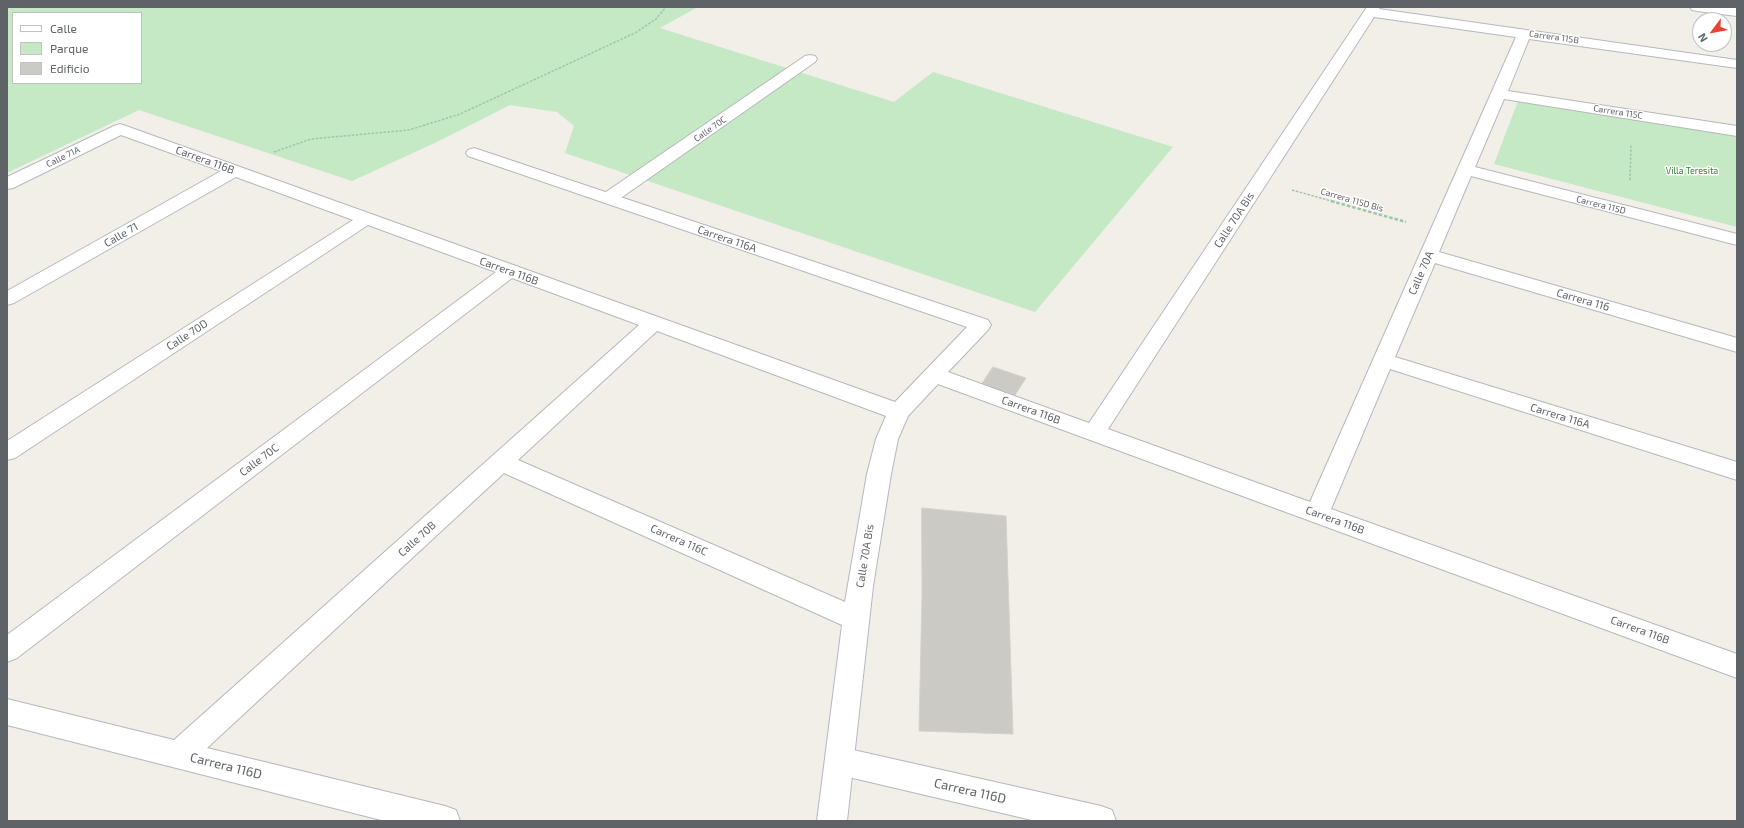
<!DOCTYPE html>
<html>
<head>
<meta charset="utf-8">
<style>
  body { margin:0 }
  #map { position:relative; width:1744px; height:828px; overflow:hidden; background:#f1efe8; font-family:"Exo 2",sans-serif }
  canvas { display:block }
  .frame { position:absolute; inset:0; border:8px solid #5f6368; pointer-events:none }
  .legend { position:absolute; left:12px; top:12px; width:130px; height:72px; box-sizing:border-box; background:#fff; border:1px solid #bfc1c3; margin:0; padding:5px 7px; list-style:none; font-size:12px; color:#5f6368 }
  .legend li { display:flex; align-items:center; gap:8px; height:20px }
  .legend b { width:20px; border:1px solid #bfc1c3 }
  .north { position:absolute; left:1692px; top:12px; width:40px; height:40px; box-sizing:border-box; background:#fff; border:1px solid #bfc1c3; border-radius:50%; rotate:238deg; font-size:11px; font-weight:700; line-height:16px; text-align:center; color:#5f6368 }
  .north::after { content:''; display:block; margin:auto; width:14px; height:18px; background:#ea4335; clip-path:polygon(50% 0,100% 100%,50% 72%,0 100%) }
</style>
</head>
<body>
<div id="map">
<canvas width="1744" height="828"></canvas>
<div class="frame"></div>
<ul class="legend">
<li><b style="height:5px;background:#fff"></b>Calle</li>
<li><b style="height:11px;background:#c5e8c5"></b>Parque</li>
<li><b style="height:11px;background:#cccac5"></b>Edificio</li>
</ul>
<div class="north">N</div>
</div>
<script>
const ctx = document.querySelector('canvas').getContext('2d');
ctx.lineJoin = 'round';
function paint(path, color) {
  ctx.fillStyle = color;
  ctx.fill(path, 'evenodd');
}
function strokePath(path, color, width, dash) {
  ctx.strokeStyle = color;
  ctx.lineWidth = width;
  ctx.lineCap = dash ? 'butt' : 'round';
  ctx.setLineDash(dash || []);
  ctx.stroke(path);
}
function label(font, color, halo, rows, align = 'center') {
  ctx.font = font + ' "Exo 2",sans-serif';
  ctx.lineWidth = 3;
  ctx.setLineDash([]);
  ctx.textBaseline = 'middle';
  ctx.strokeStyle = halo;
  ctx.fillStyle = color;
  for (const [text, x, y, turn = 0] of rows) {
    ctx.save();
    ctx.translate(x, y);
    ctx.rotate((+turn || 0) * Math.PI / 180);
    ctx.textAlign = isNaN(turn) ? turn : align;
    if (halo) ctx.strokeText(text, 0, 0);
    ctx.fillText(text, 0, 0);
    ctx.restore();
  }
}
paint(new Path2D(`
  M7 7H698L660 28 894 102 933 72 1173 147 1035 312 565 153 574 126 557 112 510 105 439 141 352 181 139 110 7 173ZM13 13H141V83H13Z
  M1518 101 1737 135V227L1494 164Z`), '#c5e8c5');
const building = new Path2D(`
  M993 367 1026 378 1015 395 982 384Z
  M922 508 1006 516 1013 734 919 731 922 597Z`);
paint(building, '#cccac5');
strokePath(building, '#d6d1c6', 1);
const service = new Path2D(`
  M810 55 815 56 817 59 815 62 615 202 609 203 603 202 600 198 603 194 805 56Z
  M840 747 1101 806 1112 810 1116 821H1036L840 775 830 771 825 761 830 751Z`);
const minor = new Path2D(`
  M1367 7H1381L1379 9 1737 60V68L1529 39 1508 91 1737 126V136L1504 99 1475 167 1737 234V245L1471 176 1439 252 1737 338V352L1435 263 1395 357 1737 462V480L1390 369 1331 509 1737 654V678L938 384 908 416 898 439 891 474 873 586 847 821H817L842 625 504 473 207 748 445 806 456 810 460 821H385L7 725V699L174 740 639 325 512 278 17 658 7 662V635L496 272 368 225 15 458 7 460V441L353 220 236 177 14 303 7 305V291L221 171 121 135 13 188 7 189V177L114 126 120 124 126 126 895 402 967 327 468 156 466 153 468 150 474 148 988 320 991 325 988 330 948 372 1089 423ZM1374 17 1516 37 1310 502 1108 429ZM657 331 886 416 876 439 867 474 845 602 518 460Z
  M1690 7 1737 8V16L1697 11 1692 10Z`);
strokePath(service, '#b5b8bc', 2);
strokePath(minor, '#b5b8bc', 2);
strokePath(new Path2D(`
  M274 152 311 139 409 130 460 114 635 33 656 19 666 7
  M1630 180 1631 145
  M1292 190 1335 202`), '#9cc7a9', 1.5, [2.5, 1.5]);
strokePath(new Path2D(`
  M1331 201 1406 222`), '#9cc7a9', 2.5, [3.5, 2]);
paint(service, '#fff');
paint(minor, '#fff');
label('9px', '#5f6368', '#fff', [
  ["Carrera 115B",1554,37,8],
  ["Carrera 115C",1618,112,9],
  ["Calle 70C",710,129,-35],
  ["Calle 71A",63,157,-26],
  ["Carrera 115D Bis",1352,200,16],
  ["Carrera 115D",1601,205,14]
]);
label('9px', '#348238', '#fff', [
  ["Villa Teresita",1692,171]
]);
label('11px', '#5f6368', '#fff', [
  ["Carrera 116B",205,160,20],
  ["Calle 70A Bis",1234,220,-57],
  ["Calle 71",121,235,-30],
  ["Carrera 116A",727,239,19],
  ["Carrera 116B",509,271,20],
  ["Calle 70A",1421,273,-66],
  ["Carrera 116",1583,300,16],
  ["Calle 70D",187,335,-33],
  ["Carrera 116B",1031,410,20],
  ["Carrera 116A",1560,416,17],
  ["Calle 70C",259,460,-37],
  ["Carrera 116B",1335,520,20],
  ["Calle 70B",417,539,-42],
  ["Carrera 116C",679,540,24],
  ["Calle 70A Bis",865,556,-81],
  ["Carrera 116B",1640,630,20]
]);
label('13px', '#5f6368', '#fff', [
  ["Carrera 116D",226,766,14],
  ["Carrera 116D",970,791,13]
]);
</script>
</body>
</html>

WHAT THE TASK ASKS:
If a line in the entries includes the word "setLineDash", copy that line out.

SOLUTION TO THIS TASK:
  ctx.setLineDash(dash || []);
  ctx.setLineDash([]);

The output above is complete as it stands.